The good news is, there are developments coalescing to benefit those who enjoy reading pulp or pulpesque fiction. One such development is a renewed interest in the genre, represented in several blogs and Facebook pages/groups dedicated to the subject matter. Another promising trend is some great new fiction by talented authors inspired by the classics--some of which is arguably even better written than the inspirational source material.

Another significant victory for the genre is the opening of Virtual Pulp Press.

Unlike other online bookstores, Virtual Pulp Press is dedicated to a certain flavor of entertainment, and is focused on that whether the format is book or e-book; non-fiction, fiction, or film.

In days to come, I'll be working on making Virtual Pulp Press even better. For right now, I think it's pretty cool and worth all the work I put into it. I hope you will check it out, and tell somebody about it.

Sunday, September 4, 2011

Feel Guilty, But Enjoy Plenty Gruesome Violence First

Somebody lent me the Condemned DVD and, with no internet connection at the crib, I burned up a couple hours watching it recently.

It's a scenario I've seen before: evil rich guy throws a bunch of desperate cutthroats into an elaborately controlled environment and has them fight to the death (Similar to The Running Man, in a way). The "twist" this time is that they're all death row prisoners from around the world. Evil Rich Dude's logic is, "They're gonna die anyway, so why can't I make a buck off it?"

OK--sounds logical, I guess. And there were some nice touches throughout the flick. But amidst all the splattering blood, the film makers kept going back to the theme of how inhuman the spectators can become in spectator sports. Sort of like the original Rollerball, only subtle.
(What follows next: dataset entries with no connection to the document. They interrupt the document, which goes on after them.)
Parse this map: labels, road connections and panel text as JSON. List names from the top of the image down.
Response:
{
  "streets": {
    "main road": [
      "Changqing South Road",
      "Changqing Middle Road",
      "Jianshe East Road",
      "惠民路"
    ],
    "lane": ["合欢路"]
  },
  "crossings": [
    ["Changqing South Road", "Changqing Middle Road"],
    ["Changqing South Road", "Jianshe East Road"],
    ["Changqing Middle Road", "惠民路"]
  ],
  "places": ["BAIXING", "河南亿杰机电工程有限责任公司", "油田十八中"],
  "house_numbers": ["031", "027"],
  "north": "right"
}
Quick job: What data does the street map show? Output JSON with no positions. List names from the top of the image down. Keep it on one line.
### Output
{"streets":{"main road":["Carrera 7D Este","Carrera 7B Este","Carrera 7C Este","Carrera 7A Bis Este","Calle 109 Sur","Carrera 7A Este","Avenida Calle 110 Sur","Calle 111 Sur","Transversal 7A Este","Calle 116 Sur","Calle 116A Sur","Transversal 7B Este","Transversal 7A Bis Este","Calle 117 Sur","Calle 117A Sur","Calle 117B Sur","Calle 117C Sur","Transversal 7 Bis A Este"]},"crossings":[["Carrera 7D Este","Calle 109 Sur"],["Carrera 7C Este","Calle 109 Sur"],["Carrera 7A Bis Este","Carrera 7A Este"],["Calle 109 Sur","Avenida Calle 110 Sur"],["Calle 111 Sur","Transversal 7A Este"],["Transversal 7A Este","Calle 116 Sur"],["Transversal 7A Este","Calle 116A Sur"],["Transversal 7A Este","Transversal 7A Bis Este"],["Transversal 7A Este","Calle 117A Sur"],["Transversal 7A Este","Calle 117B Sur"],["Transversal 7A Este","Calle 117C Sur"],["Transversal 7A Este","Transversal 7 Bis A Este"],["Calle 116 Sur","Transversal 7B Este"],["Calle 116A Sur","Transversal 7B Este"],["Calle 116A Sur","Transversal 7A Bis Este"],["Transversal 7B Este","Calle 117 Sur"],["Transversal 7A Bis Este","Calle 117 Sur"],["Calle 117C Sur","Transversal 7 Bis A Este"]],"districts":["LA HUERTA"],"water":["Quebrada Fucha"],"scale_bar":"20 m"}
As subtle as a 12-pound sledgehammer.

There were some real douche-bag characters in this flick, and the director employed all the usual tactics to make us want to see them suffer the same kind of torture and horrific deaths that they inflicted. And then we were supposed to feel guilty about it. "OMG! We're just as bad as the 40 million people paying to see this snuff circus on the internet! Maybe we're almost as bad as the eeveel capitalist scum that's getting rich off the whole thing!"

Yawn. OK, whatever. Let's get to the fighting, since that's really the appeal of this kind of film, ironic guilt messages notwithstanding.

Steve Austin...wasn't he an astronaut who suffered a terrible accident, then wound up with bionic legs, arm and eye?

I like old western movies, alright? But even so, I admit they had some of the most ridiculous fight scenes ever filmed: 20-minute bare-knuckle brawls. Punches telegraphed from two miles away. Men on the receiving end of those dramatic haymakers standing around waiting to get hit (when it was their turn). Heros flooring villains with said haymakers, then stooping down to pull the villain to his feet in order to hit him again.

Well, the fight coreography in this flick was that bad. Not just with fists, either. The sadistic, murderous ex-SAS dude was given a bow with arrows. Twice he had our hero dead to rights, but didn't take a shot. One of those times, rather than launch an arrow into Austin's considerable target area from his protected position on high ground, he jumps down to Austin's level to menace him with the bow at melee range.

I guess classic westerns have some stiff competition for Most Ridiculous Fight Scenes in "professional wrestling." That's where I think Austin came from and probably what influenced the stupid fighting.

Movies like this are hard to pull off, I guess. Especially when they take their hackneyed message too seriously.